EXERCISE DESCRIPTION -
Each line of the records must appear in your answer exactly, with no pictures.

MATERIAL FOR THIS EXERCISE -
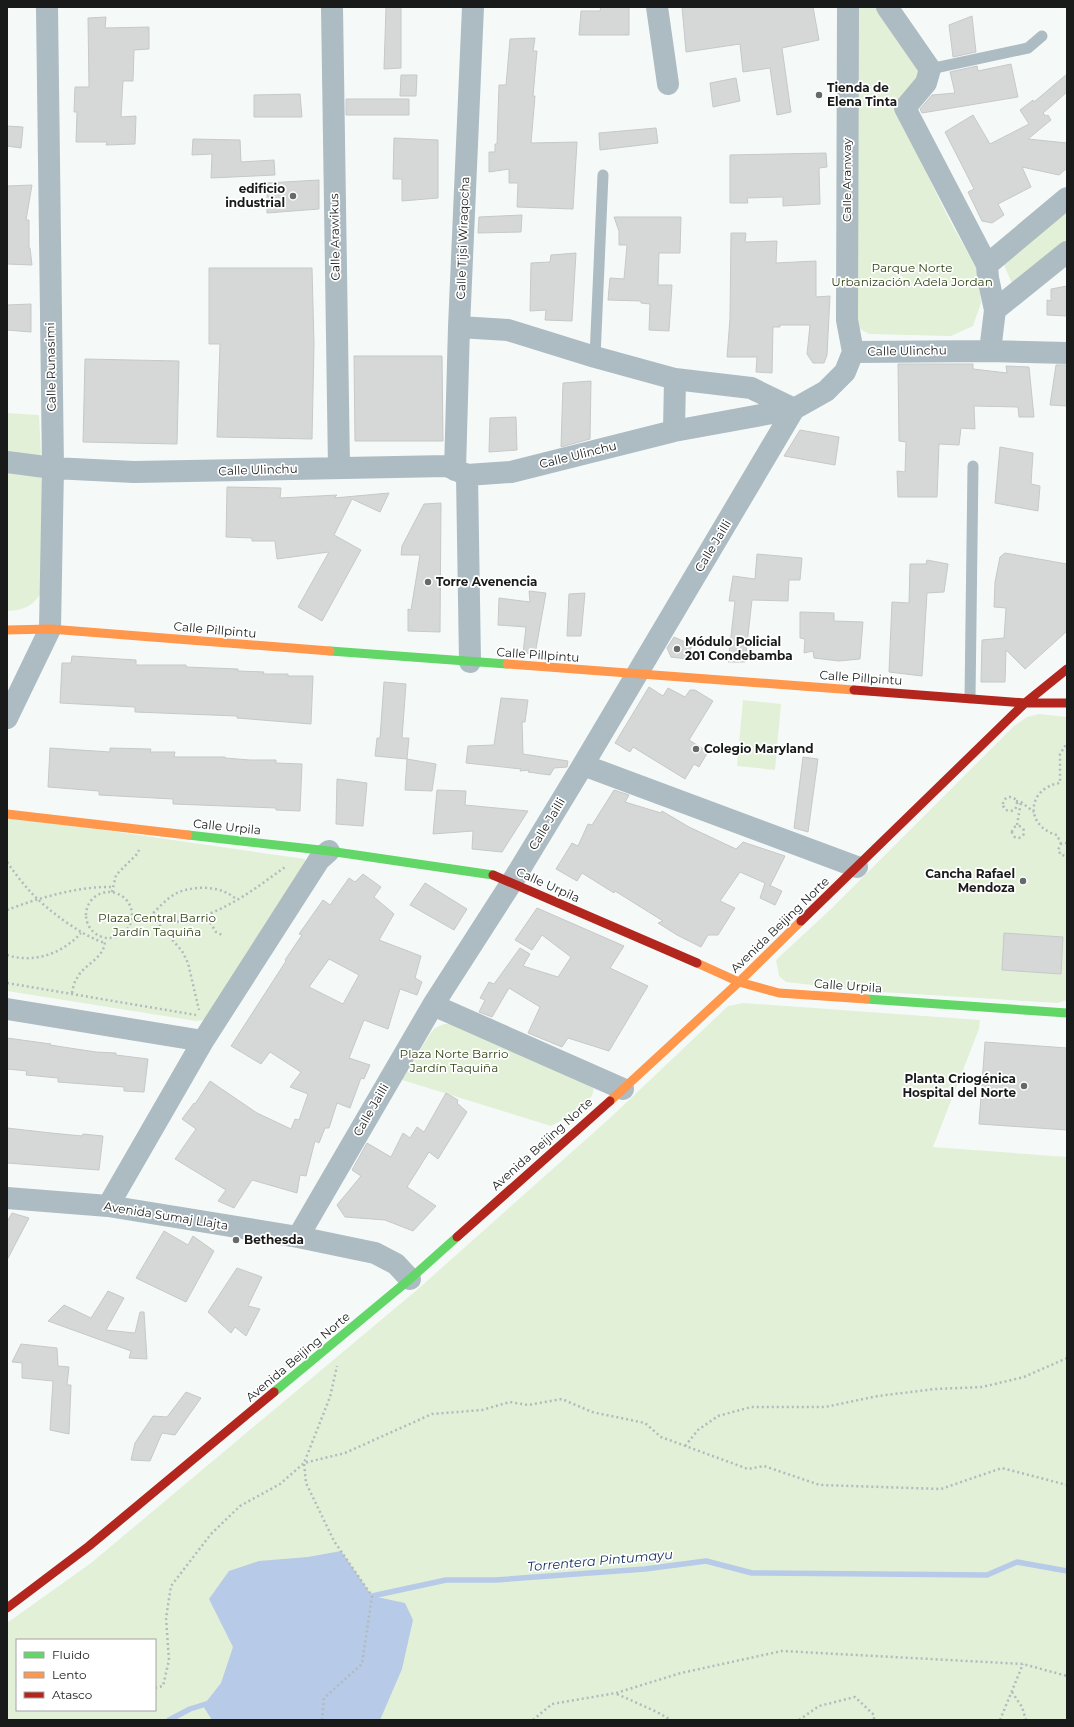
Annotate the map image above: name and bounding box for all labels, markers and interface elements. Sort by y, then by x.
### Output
place label: Tienda de Elena Tinta [827,80,897,109]
marker: Tienda de Elena Tinta [814,90,824,100]
street label: Calle Aranway [839,138,854,222]
street label: Calle Tijsi Wiraqocha [453,176,472,300]
place label: edificio industrial [225,181,285,210]
marker: edificio industrial [288,191,298,201]
street label: Calle Arawikus [326,193,343,281]
park label: Parque Norte Urbanización Adela Jordan [831,260,993,289]
street label: Calle Runasimi [42,322,59,412]
street label: Calle Ulinchu [867,342,947,359]
street label: Calle Ulinchu [538,438,618,471]
street label: Calle Ulinchu [218,461,298,478]
street label: Calle Jailli [691,517,734,575]
place label: Torre Avenencia [436,574,538,589]
marker: Torre Avenencia [423,577,433,587]
street label: Calle Pillpintu [173,618,257,641]
place label: Módulo Policial 201 Condebamba [685,634,793,663]
street label: Calle Pillpintu [496,644,580,665]
marker: Módulo Policial 201 Condebamba [672,644,682,654]
street label: Calle Pillpintu [819,667,903,688]
place label: Colegio Maryland [704,741,814,756]
marker: Colegio Maryland [691,744,701,754]
street label: Calle Jailli [525,795,568,853]
street label: Calle Urpila [192,815,262,838]
street label: Calle Urpila [514,864,582,905]
place label: Cancha Rafael Mendoza [925,866,1015,895]
street label: Avenida Beijing Norte [727,874,832,976]
marker: Cancha Rafael Mendoza [1018,876,1028,886]
park label: Plaza Central Barrio Jardín Taquiña [98,910,216,939]
street label: Calle Urpila [813,976,883,995]
park label: Plaza Norte Barrio Jardín Taquiña [400,1046,508,1075]
place label: Planta Criogénica Hospital del Norte [902,1071,1016,1100]
street label: Calle Jailli [349,1081,392,1139]
marker: Planta Criogénica Hospital del Norte [1019,1081,1029,1091]
street label: Avenida Beijing Norte [488,1094,595,1193]
street label: Avenida Sumaj Llajta [103,1198,229,1233]
place label: Bethesda [244,1232,304,1247]
marker: Bethesda [231,1235,241,1245]
street label: Avenida Beijing Norte [243,1309,353,1405]
water label: Torrentera Pintumayu [527,1546,674,1574]
legend [16,1639,156,1711]
text: Fluido [52,1647,90,1662]
text: Lento [52,1667,87,1682]
text: Atasco [52,1687,92,1702]

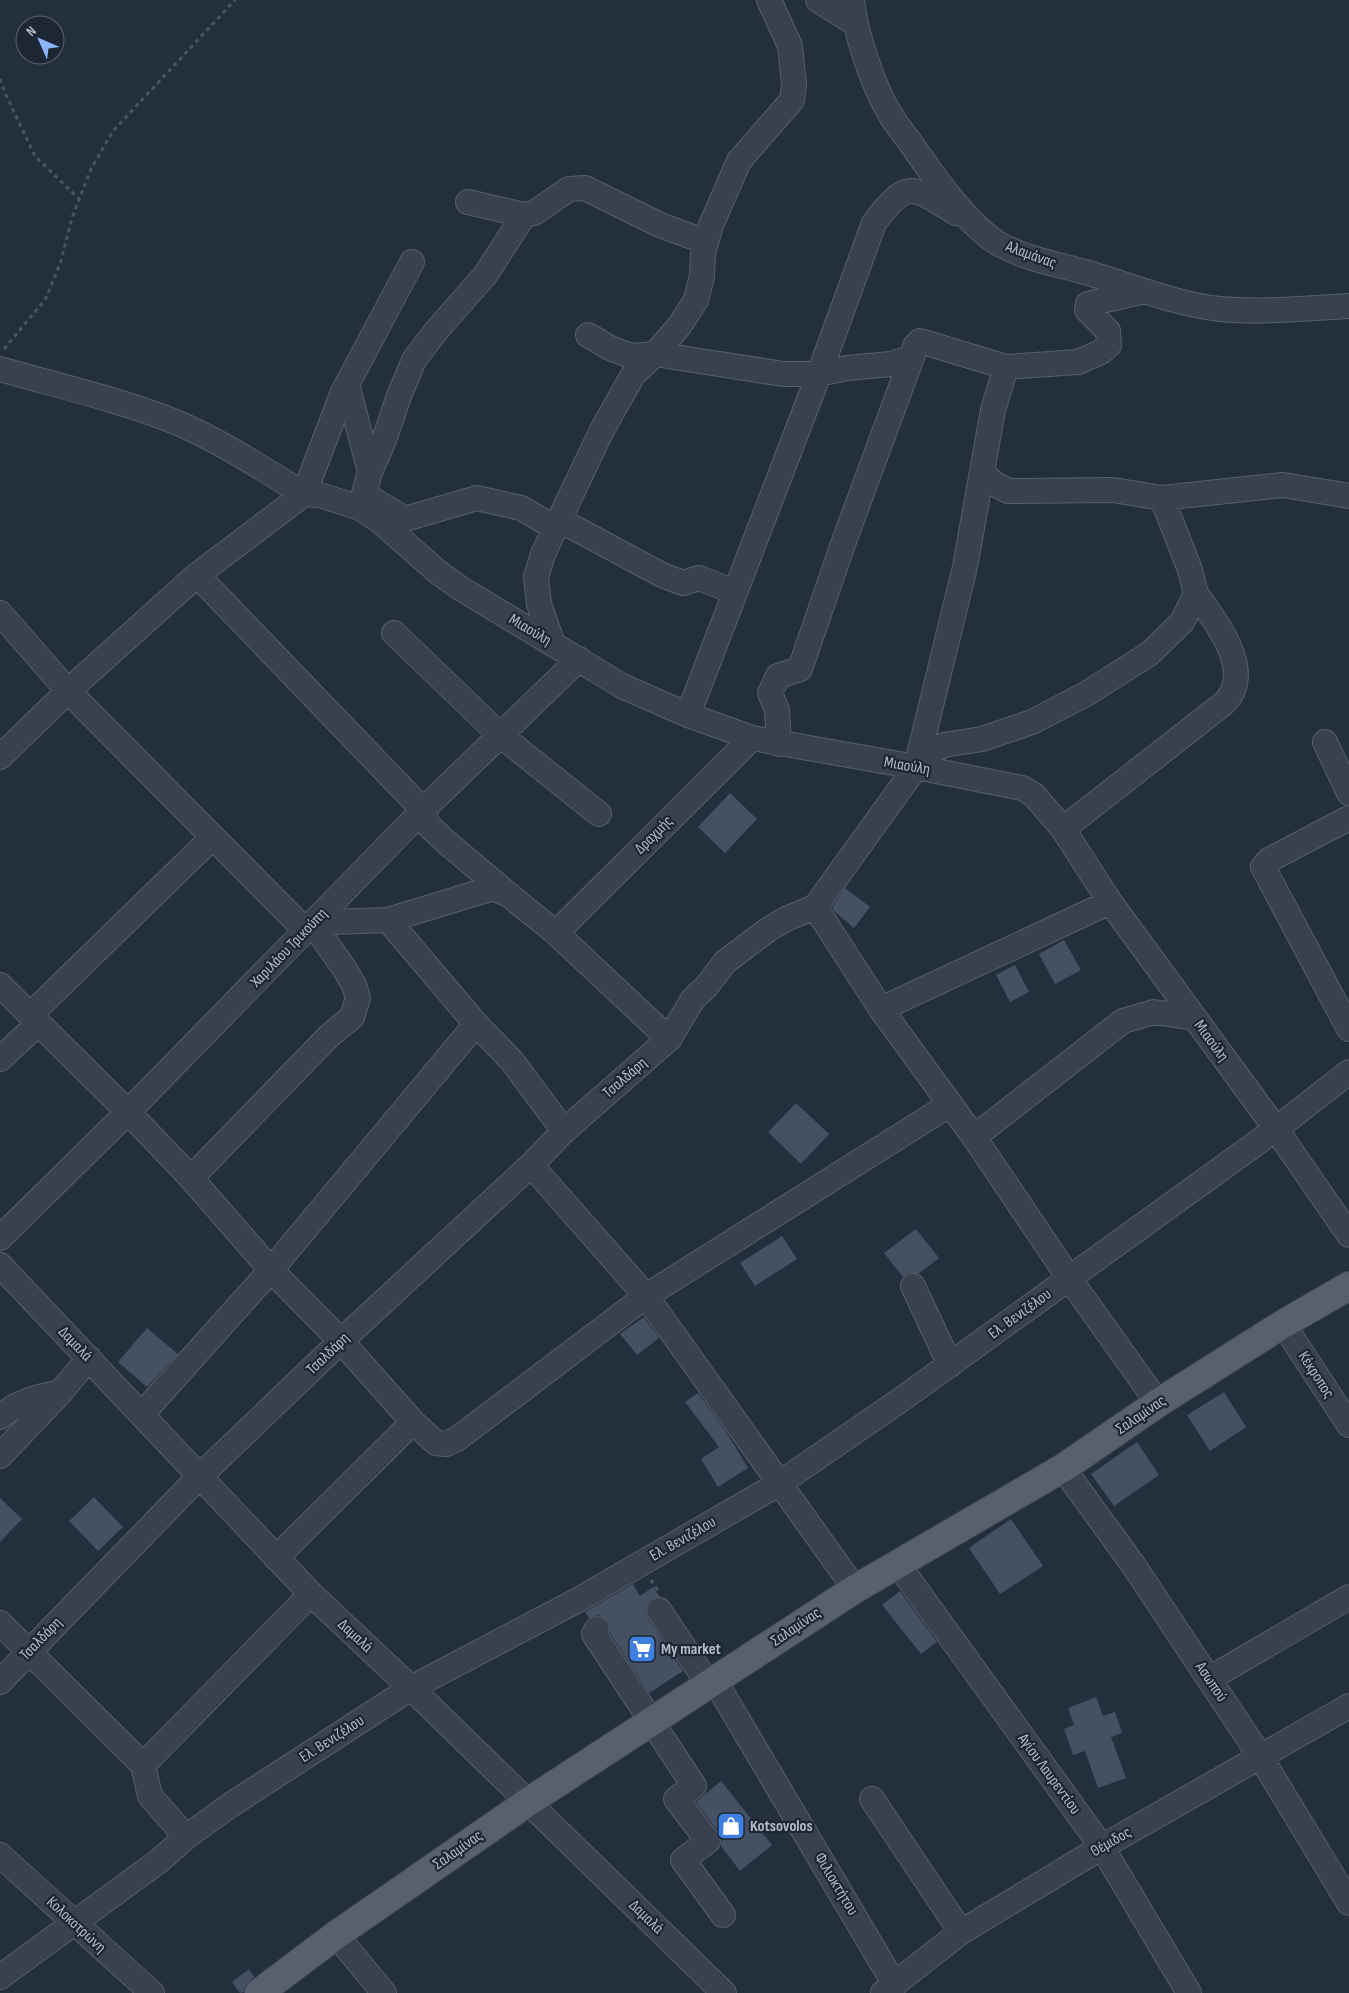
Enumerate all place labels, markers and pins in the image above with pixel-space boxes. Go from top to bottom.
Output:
supermarket icon: My market [627,1634,657,1664]
place label: My market [661,1640,721,1659]
shop icon: Kotsovolos [716,1811,746,1841]
place label: Kotsovolos [750,1817,813,1836]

COMPLETED EXERCISE -
Annotate the map image above: name and bounding box for all labels, markers and interface elements. Sort by y, then by x.
### Output
place label: Tienda de Elena Tinta [827,80,897,109]
marker: Tienda de Elena Tinta [814,90,824,100]
street label: Calle Aranway [839,138,854,222]
street label: Calle Tijsi Wiraqocha [453,176,472,300]
place label: edificio industrial [225,181,285,210]
marker: edificio industrial [288,191,298,201]
street label: Calle Arawikus [326,193,343,281]
park label: Parque Norte Urbanización Adela Jordan [831,260,993,289]
street label: Calle Runasimi [42,322,59,412]
street label: Calle Ulinchu [867,342,947,359]
street label: Calle Ulinchu [538,438,618,471]
street label: Calle Ulinchu [218,461,298,478]
street label: Calle Jailli [691,517,734,575]
place label: Torre Avenencia [436,574,538,589]
marker: Torre Avenencia [423,577,433,587]
street label: Calle Pillpintu [173,618,257,641]
place label: Módulo Policial 201 Condebamba [685,634,793,663]
street label: Calle Pillpintu [496,644,580,665]
marker: Módulo Policial 201 Condebamba [672,644,682,654]
street label: Calle Pillpintu [819,667,903,688]
place label: Colegio Maryland [704,741,814,756]
marker: Colegio Maryland [691,744,701,754]
street label: Calle Jailli [525,795,568,853]
street label: Calle Urpila [192,815,262,838]
street label: Calle Urpila [514,864,582,905]
place label: Cancha Rafael Mendoza [925,866,1015,895]
street label: Avenida Beijing Norte [727,874,832,976]
marker: Cancha Rafael Mendoza [1018,876,1028,886]
park label: Plaza Central Barrio Jardín Taquiña [98,910,216,939]
street label: Calle Urpila [813,976,883,995]
park label: Plaza Norte Barrio Jardín Taquiña [400,1046,508,1075]
place label: Planta Criogénica Hospital del Norte [902,1071,1016,1100]
street label: Calle Jailli [349,1081,392,1139]
marker: Planta Criogénica Hospital del Norte [1019,1081,1029,1091]
street label: Avenida Beijing Norte [488,1094,595,1193]
street label: Avenida Sumaj Llajta [103,1198,229,1233]
place label: Bethesda [244,1232,304,1247]
marker: Bethesda [231,1235,241,1245]
street label: Avenida Beijing Norte [243,1309,353,1405]
water label: Torrentera Pintumayu [527,1546,674,1574]
legend [16,1639,156,1711]
text: Fluido [52,1647,90,1662]
text: Lento [52,1667,87,1682]
text: Atasco [52,1687,92,1702]

Enumerate all place labels, markers and pins in the image above with pixel-space boxes. Go from top to bottom.
Output:
supermarket icon: My market [627,1634,657,1664]
place label: My market [661,1640,721,1659]
shop icon: Kotsovolos [716,1811,746,1841]
place label: Kotsovolos [750,1817,813,1836]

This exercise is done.